Theatres, cabs play anti-piracy trailers


MUMBAI: The Motion Picture Association of America, Inc. (MPAA) in its partnership to fight piracy in New York, with the City of New York announced the arrival of new anti-piracy trailers to New York City movie theaters and NYC taxis equipped with Passenger Information Monitors.


The trailers – which premiered last week – are part of a public awareness campaign featuring a series of print and broadcast advertisements designed to combat the creation, distribution, and sale of illegally recorded films in New York City. The debut of the trailers is part of the City’s three-pronged approach to combating piracy, tougher legislation, stepped-up enforcement and increased public awareness.


“Movie piracy takes a real toll on New York’s economy in the way of lost jobs and revenue. These trailers were designed to help make people think twice before purchasing bootleg DVDs from street vendors throughout New York City,” said MPAA chairman and CEO Dan Glickman.


“With tougher legislation, more enforcement and the expansion of our public service campaign into local movie theaters and taxis, we are sending a clear message: we will not tolerate movie piracy,” said Mayor Bloomberg.


Using the universally recognizable look and feel of the MPAA’s ratings system and some memorable scenes from The Sixth Sense, Happy Feet and Titanic, the trailers illustrate the low quality product consumers of bootleg DVDs can expect to find and ask all New Yorkers to stop film piracy with the slogan “Get the Real Picture: Don’t Buy Illegal DVDs Off The Street.” The trailers underscore the losing proposition of purchasing bootlegged DVDs with mock ratings of “RO” for Ripped-Off, “PS” for Poor Sound, and “F” for Fake.


Regal Cinemas, Clearview Cinemas and National Amusements have already begun running the spots and almost 1,100 cabs in the city will feature the trailers. “Expanding the public service campaign to movie theaters and taxis will increase awareness throughout the city about the destructive consequences of video piracy. We are grateful to our partners at the National Association of Theatre Owners and to the Taxi and Limousine Commission for helping New York City continue to be a global leader in antipiracy efforts,” said Commissioner Katherine Oliver of the Mayor’s Office of Film, Theatre, and Broadcasting (MOFTB).

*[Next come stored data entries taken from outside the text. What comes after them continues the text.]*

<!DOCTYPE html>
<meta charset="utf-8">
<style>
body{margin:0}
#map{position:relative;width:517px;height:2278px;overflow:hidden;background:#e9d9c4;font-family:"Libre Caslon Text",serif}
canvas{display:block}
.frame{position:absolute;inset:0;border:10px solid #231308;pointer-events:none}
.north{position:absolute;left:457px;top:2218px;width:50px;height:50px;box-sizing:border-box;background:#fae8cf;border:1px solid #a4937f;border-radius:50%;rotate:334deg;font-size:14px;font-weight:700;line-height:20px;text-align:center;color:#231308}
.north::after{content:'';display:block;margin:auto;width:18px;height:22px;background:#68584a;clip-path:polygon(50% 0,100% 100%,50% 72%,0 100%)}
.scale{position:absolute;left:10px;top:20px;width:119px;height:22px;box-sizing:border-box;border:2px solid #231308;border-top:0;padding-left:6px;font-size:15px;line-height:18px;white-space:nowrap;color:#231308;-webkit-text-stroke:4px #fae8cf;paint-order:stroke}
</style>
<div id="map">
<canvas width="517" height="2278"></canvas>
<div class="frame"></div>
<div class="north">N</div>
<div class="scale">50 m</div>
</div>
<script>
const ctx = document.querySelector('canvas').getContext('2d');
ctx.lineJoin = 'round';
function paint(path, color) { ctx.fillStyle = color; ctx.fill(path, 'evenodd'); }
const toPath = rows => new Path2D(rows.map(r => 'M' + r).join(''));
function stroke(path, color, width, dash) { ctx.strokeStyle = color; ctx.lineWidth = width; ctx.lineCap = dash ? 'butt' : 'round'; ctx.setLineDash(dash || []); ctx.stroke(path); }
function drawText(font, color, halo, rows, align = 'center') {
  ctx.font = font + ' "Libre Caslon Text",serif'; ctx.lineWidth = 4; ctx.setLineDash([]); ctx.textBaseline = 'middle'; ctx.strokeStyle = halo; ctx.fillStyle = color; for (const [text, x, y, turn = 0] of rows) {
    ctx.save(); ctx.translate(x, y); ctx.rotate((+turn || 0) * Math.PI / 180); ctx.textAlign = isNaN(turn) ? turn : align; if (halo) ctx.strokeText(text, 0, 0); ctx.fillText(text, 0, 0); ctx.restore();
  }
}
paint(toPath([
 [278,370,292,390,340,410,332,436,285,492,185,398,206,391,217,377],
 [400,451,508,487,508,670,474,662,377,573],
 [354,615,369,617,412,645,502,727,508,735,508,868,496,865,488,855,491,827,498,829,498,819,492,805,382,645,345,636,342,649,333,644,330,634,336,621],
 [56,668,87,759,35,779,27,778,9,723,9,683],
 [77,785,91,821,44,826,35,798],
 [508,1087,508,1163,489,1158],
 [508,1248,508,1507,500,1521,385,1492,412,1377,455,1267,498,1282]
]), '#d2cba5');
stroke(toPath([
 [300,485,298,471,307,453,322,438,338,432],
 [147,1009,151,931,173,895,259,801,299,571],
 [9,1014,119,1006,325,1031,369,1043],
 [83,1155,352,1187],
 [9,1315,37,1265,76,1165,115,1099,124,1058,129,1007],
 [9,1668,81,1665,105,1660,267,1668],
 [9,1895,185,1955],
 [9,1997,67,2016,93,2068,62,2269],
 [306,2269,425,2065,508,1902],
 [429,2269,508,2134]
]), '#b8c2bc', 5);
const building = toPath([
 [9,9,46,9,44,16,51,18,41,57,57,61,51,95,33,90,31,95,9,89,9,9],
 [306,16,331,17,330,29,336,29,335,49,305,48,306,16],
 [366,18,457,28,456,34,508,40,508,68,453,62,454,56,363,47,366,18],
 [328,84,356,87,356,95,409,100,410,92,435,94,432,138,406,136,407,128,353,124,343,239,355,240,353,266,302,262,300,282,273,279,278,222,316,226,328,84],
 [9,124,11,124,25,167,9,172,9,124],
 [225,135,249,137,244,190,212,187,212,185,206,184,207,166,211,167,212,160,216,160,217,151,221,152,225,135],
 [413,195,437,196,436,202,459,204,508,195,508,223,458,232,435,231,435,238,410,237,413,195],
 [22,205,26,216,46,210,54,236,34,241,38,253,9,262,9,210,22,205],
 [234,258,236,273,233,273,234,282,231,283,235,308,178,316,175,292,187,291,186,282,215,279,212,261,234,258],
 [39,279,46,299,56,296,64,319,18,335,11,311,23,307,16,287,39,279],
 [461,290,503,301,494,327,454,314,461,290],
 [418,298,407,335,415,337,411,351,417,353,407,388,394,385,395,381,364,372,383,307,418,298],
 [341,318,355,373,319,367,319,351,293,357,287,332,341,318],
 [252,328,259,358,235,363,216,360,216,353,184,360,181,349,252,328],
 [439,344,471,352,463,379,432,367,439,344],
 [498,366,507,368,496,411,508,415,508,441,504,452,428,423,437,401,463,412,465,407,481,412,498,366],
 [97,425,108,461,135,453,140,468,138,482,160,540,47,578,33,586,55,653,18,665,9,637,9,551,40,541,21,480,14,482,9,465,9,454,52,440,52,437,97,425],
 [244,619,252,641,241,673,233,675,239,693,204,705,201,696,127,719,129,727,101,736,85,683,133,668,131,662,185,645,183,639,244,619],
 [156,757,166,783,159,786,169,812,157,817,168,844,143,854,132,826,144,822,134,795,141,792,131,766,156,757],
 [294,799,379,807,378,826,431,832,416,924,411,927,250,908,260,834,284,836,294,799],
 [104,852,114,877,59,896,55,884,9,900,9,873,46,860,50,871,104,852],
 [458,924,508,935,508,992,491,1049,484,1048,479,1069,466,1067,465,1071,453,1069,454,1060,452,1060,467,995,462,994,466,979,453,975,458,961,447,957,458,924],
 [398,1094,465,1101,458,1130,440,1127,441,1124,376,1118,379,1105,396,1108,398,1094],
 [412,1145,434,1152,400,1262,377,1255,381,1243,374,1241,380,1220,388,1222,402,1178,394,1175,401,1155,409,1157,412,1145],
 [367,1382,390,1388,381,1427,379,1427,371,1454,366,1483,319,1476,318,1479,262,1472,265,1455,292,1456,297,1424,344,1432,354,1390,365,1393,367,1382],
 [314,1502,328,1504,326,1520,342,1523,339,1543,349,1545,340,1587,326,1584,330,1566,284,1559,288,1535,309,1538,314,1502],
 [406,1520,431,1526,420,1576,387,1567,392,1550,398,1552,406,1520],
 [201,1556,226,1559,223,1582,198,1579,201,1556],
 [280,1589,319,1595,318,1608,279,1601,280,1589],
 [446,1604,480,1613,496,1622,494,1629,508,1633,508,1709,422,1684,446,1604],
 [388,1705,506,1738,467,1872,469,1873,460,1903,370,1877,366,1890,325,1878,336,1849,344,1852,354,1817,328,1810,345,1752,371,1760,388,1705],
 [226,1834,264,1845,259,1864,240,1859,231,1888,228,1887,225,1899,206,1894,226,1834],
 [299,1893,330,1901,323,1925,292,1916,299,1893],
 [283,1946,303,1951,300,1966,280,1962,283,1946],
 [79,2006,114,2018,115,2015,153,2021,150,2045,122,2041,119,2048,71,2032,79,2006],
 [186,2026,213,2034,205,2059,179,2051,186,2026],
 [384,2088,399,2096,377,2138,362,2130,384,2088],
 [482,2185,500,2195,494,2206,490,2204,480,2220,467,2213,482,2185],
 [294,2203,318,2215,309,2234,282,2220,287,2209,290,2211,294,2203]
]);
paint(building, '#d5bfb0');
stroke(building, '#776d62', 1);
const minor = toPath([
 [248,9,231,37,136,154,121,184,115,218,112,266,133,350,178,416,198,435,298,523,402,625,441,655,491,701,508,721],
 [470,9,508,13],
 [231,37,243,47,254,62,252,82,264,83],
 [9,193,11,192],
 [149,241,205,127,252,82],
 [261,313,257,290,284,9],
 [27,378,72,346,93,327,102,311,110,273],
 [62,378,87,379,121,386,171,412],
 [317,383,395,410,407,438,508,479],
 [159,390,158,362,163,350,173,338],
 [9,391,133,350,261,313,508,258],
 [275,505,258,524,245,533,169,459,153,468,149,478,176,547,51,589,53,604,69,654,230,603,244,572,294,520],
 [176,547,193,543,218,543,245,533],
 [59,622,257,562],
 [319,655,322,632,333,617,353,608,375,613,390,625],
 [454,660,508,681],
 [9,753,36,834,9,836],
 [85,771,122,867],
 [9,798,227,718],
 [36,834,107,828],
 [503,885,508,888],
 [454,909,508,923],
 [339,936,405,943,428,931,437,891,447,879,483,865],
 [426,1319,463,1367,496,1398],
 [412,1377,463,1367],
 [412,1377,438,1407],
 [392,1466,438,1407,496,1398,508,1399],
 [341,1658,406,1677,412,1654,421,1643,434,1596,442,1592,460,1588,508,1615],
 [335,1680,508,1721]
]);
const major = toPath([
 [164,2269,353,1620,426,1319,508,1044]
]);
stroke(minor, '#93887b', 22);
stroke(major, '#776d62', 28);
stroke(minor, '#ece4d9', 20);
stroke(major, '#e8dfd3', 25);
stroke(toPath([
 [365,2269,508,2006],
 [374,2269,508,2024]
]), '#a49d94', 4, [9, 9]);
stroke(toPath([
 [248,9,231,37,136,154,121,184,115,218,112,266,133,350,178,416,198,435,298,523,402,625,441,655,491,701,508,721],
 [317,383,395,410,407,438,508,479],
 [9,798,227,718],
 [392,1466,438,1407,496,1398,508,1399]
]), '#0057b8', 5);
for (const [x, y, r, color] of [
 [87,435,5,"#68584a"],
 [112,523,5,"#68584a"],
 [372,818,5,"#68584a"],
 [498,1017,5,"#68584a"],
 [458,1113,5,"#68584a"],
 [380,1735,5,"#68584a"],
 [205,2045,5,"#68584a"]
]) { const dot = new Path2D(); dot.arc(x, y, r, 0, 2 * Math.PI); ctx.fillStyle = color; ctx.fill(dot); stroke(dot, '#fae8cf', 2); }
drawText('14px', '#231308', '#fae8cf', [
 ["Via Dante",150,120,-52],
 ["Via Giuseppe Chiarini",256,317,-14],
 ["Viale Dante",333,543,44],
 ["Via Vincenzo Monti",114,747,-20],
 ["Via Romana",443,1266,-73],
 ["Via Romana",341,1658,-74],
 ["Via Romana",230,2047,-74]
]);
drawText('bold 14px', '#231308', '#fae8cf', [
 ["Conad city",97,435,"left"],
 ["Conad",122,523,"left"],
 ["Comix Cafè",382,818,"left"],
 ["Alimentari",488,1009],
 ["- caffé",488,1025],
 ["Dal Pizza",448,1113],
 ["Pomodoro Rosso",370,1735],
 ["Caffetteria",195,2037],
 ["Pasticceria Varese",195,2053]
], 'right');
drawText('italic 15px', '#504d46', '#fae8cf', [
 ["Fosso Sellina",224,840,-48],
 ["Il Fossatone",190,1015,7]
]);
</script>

Camcorders are at the top of the piracy pyramid, supplying more than 90 per cent of newly released movies that often appear online and in street markets around the world within days and even hours of a film’s theatrical release. The MPAA estimates that in 2006, New York City theaters were the origin of 43 per cent of camcorder-source pirated DVDs tracked in the United States, and 20 per cent of pirated movies seized globally.


The city’s thriving film, television and commercial production industry employs over 100,000 New Yorkers and generates $5 billion in economic activity. According to a recent MPAA-commissioned study, the New York motion picture industry suffers an estimated $1.49 billion in lost output annually resulting in 22,986 fewer jobs and $903 million in lost earnings as a consequence of global and local piracy of motion pictures. The MPAA commissioned study found that $637 million in total annual retail sales in New York are lost due to global and local piracy, resulting in a loss of $50 million in State and City sales taxes.